Three cheers for the nanny state: World Congress on Public Health kicks off in Melbourne, Monday morning

Bulletins, Media bulletins, World Congress on Public Health

Two and a half thousand public health leaders are discussing how to transform lives by the million for the next 50 years.

And they want to talk to you.

  • Celebrating billions of lives transformed by public health.
  • Australians are living more than twenty years longer.
  • China’s life expectancy has doubled since 1949.
  • The roads are much safer, and we’re less likely to die from smoking.
  • Childbirth is 10x safer for the baby and 100x safer for mum.
  • And we’re not dying of TB, dirty water, deadly workplaces.

But:

  • Globally, why are 4,000 people still dying from TB every day?
  • We defeated SARS in style, but Ebola and Zika were harder; what’s next?
  • Tobacco will kill six million people this year.
  • We have new plagues—sugary drinks and over consumption.
  • Chronic diseases, such as obesity and diabetes, are now responsible for 85 per cent of deaths worldwide.
  • Violence against women and children continues.
  • Indigenous peoples from Nunavut to Alice Springs are dying too young.
  • And people with mental illnesses are losing even more years.
  • Climate change.
  • Trump.

Keynotes and speakers include:

  • From tobacco to ‘goon bags’ to sport sponsorship: what’s threatening the health of our young people?—Mike Daube, Curtin University and McCusker Centre for Action on Alcohol and Youth.
  • How we can eliminate HIV, hepatitis C and hepatitis B by 2030—Margaret Hellard, Burnet Institute.
  • Jobs and growth, investment and security: public health in a globalised world—Rüdiger Krech, World Health Organization.
  • How European health policy helped fight Ebola—Ilona Kickbusch, The Graduate Institute Geneva.
  • How international trade agreements, like the Trans-Pacific Partnership, affect our health—Deborah Gleeson, La Trobe University.
  • Last century, it was clean water and sanitation, and this century, it’s clean air, air pollution and climate change—Maria Neira, World Health Organization will explore if we’re at a turning point in public health.
  • Divestment movements versus increasing taxes: how linking health and finance can cut the number of lives lost to tobacco use—Prabhat Jha, Centre for Global Health Research, and Bronwyn King, Tobacco Free Portfolios.
  • Is food the key to healthier people and planet?
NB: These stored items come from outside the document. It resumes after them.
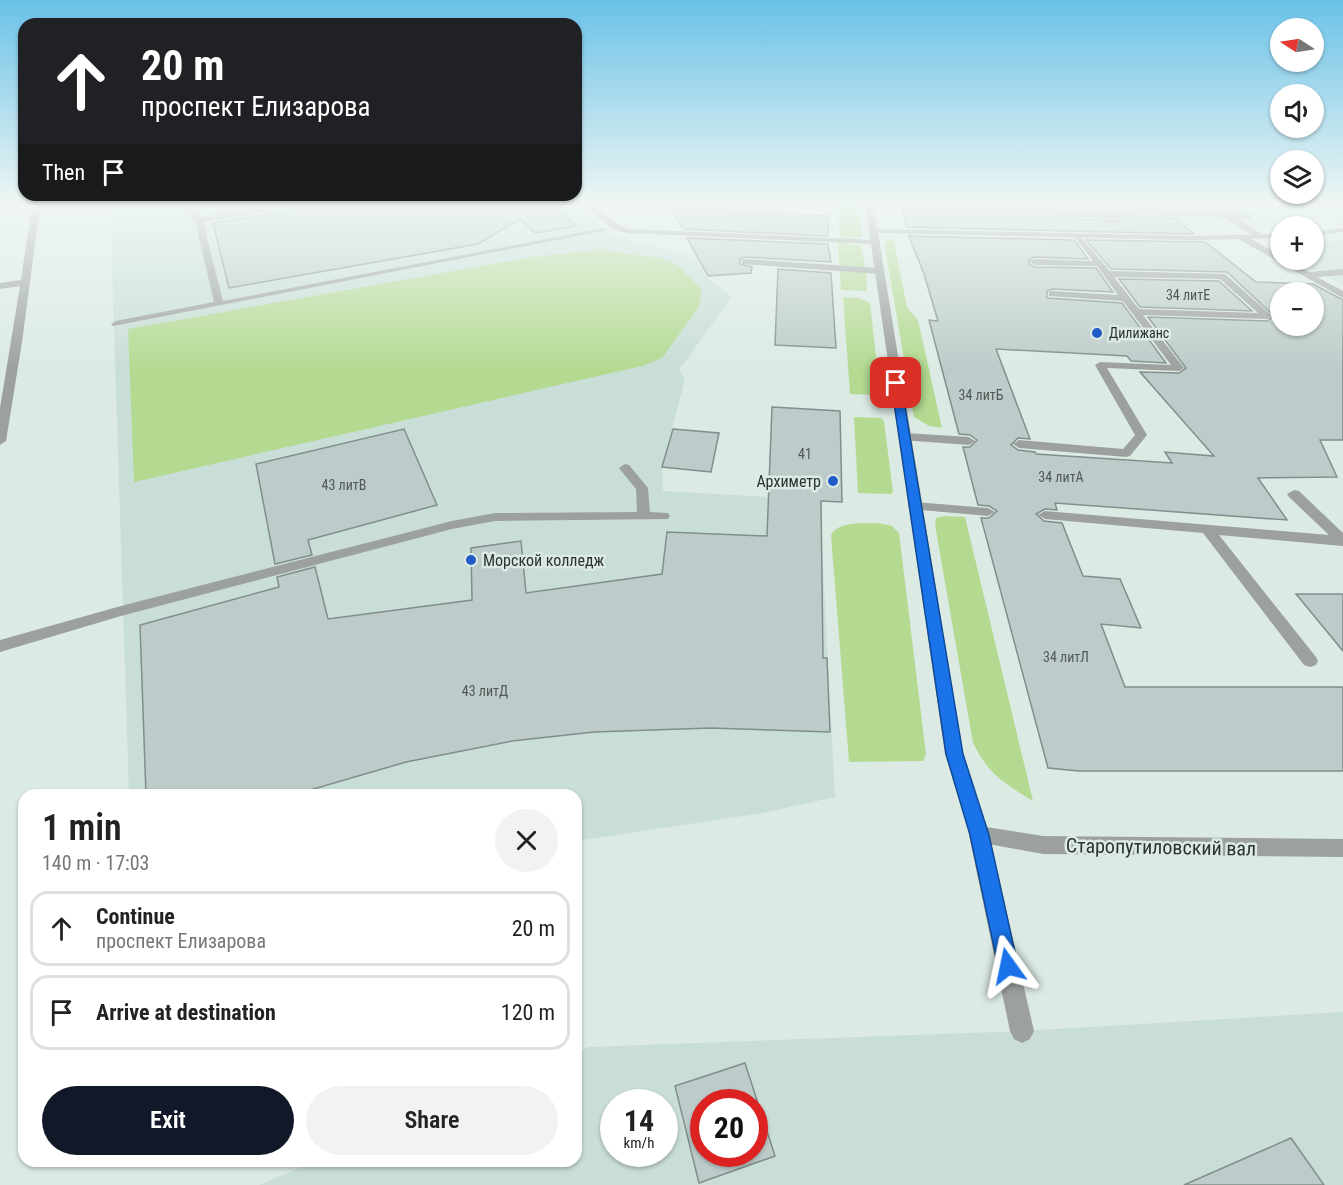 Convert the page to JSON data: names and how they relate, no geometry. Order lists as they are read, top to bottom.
{
  "streets": {
    "street": ["Старопутиловский вал"]
  },
  "places": ["Дилижанс", "Архиметр", "Морской колледж"],
  "house_numbers": [
    "34 литЕ",
    "34 литБ",
    "41",
    "34 литА",
    "43 литВ",
    "34 литЛ",
    "43 литД"
  ],
  "north": "left",
  "page": {
    "map_buttons": ["+", "−"],
    "turn": ["20 m", "проспект Елизарова"],
    "then": "Then",
    "heading": ["1 min", "140 m · 17:03"],
    "list": [
      {
        "name": "Continue",
        "note": "проспект Елизарова",
        "value": "20 m"
      },
      {
        "name": "Arrive at destination",
        "value": "120 m"
      }
    ],
    "buttons": ["Exit", "Share"],
    "speed": "14 km/h",
    "limit": "20"
  }
} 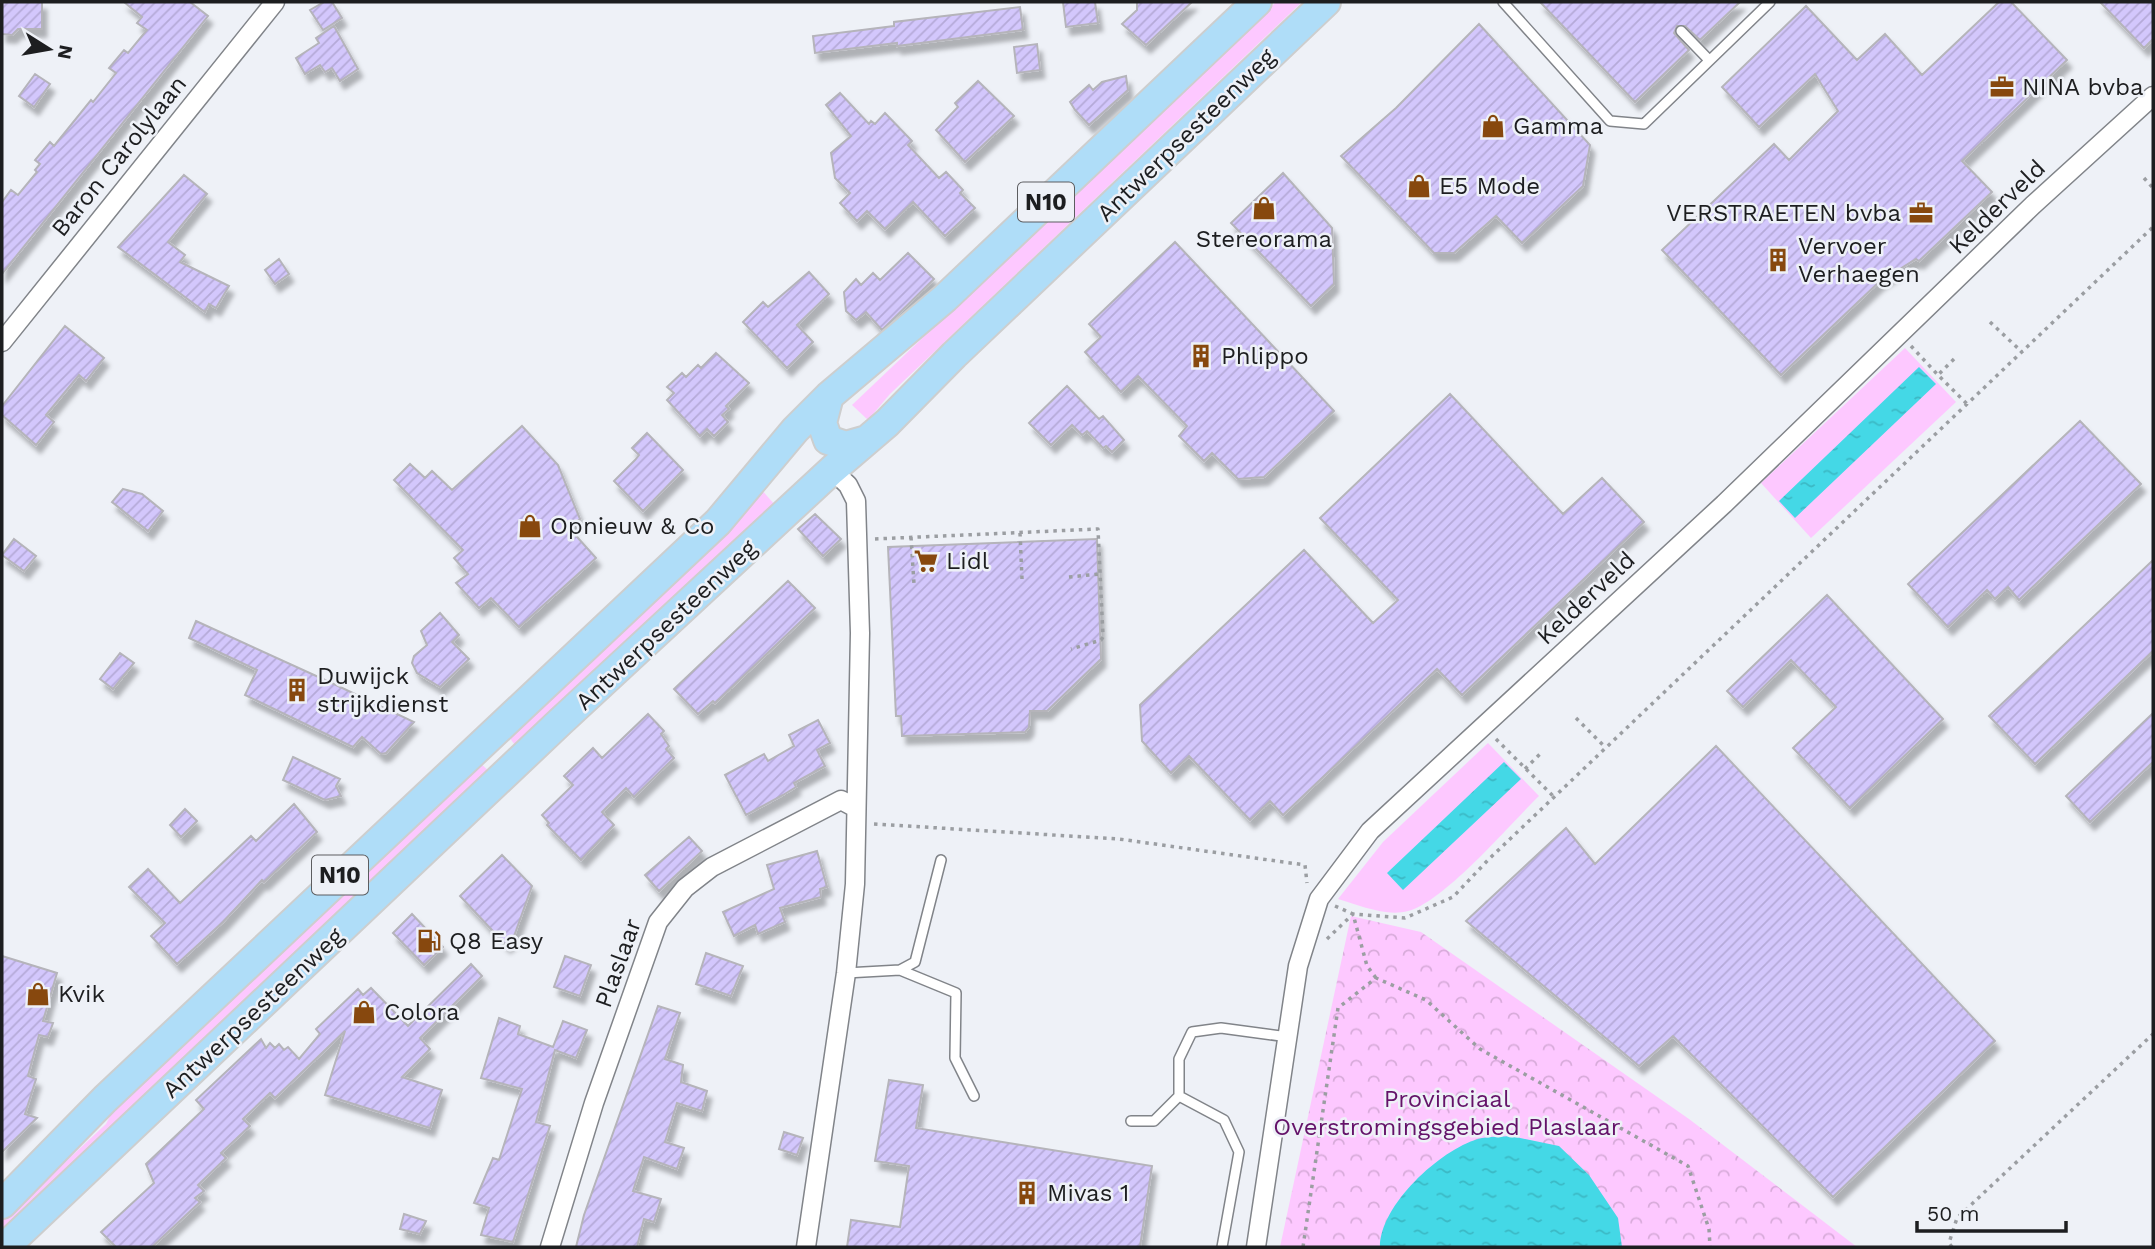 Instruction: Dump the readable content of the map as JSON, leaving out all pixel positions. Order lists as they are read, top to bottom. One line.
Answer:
{"streets":{"main road":["Antwerpsesteenweg","N10"],"street":["Baron Carolylaan","Kelderveld","Plaslaar"]},"parks":["Provinciaal Overstromingsgebied Plaslaar"],"places":{"office":["NINA bvba","VERSTRAETEN bvba"],"shop":["Gamma","E5 Mode","Stereorama","Opnieuw & Co","Kvik","Colora"],"building":["Vervoer Verhaegen","Phlippo","Duwijck strijkdienst","Mivas 1"],"supermarket":["Lidl"],"fuel station":["Q8 Easy"]},"scale_bar":"50 m","north":"right"}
Alessandro Demaio, World Health Organization presents on the parallel problems of obesity-related disease and the climate change impacts of our food systems.
  • How do vested interests use astroturfing, sowing doubt and lobbying to steer governments away from evidence-based public health policy? Peter Miller, Deakin University, will explore alcohol, tobacco and gambling examples.
  • Can Africa’s health problems can only be improved by African people doing work in Africa?—Alex Ezeh, African Population and Health Research Center.
  • Can communities help fight obesity, starting with sugary drinks?—Anna Peeters, Deakin University.
  • Can cutting sugar and looking after our teeth cut preventable emergency room visits?
  • Sex after 65: how sexual activity and physical tenderness is part of healthy ageing.
  • Are our heart attack education efforts accidentally sexist?

And many more. 

We’ll send you an update each day next week with story leads.

For interviews, contact:

If you’d like to attend the conference, media passes are available—contact Ellie Michaelides on ellie@scienceinpublic.com.au to register.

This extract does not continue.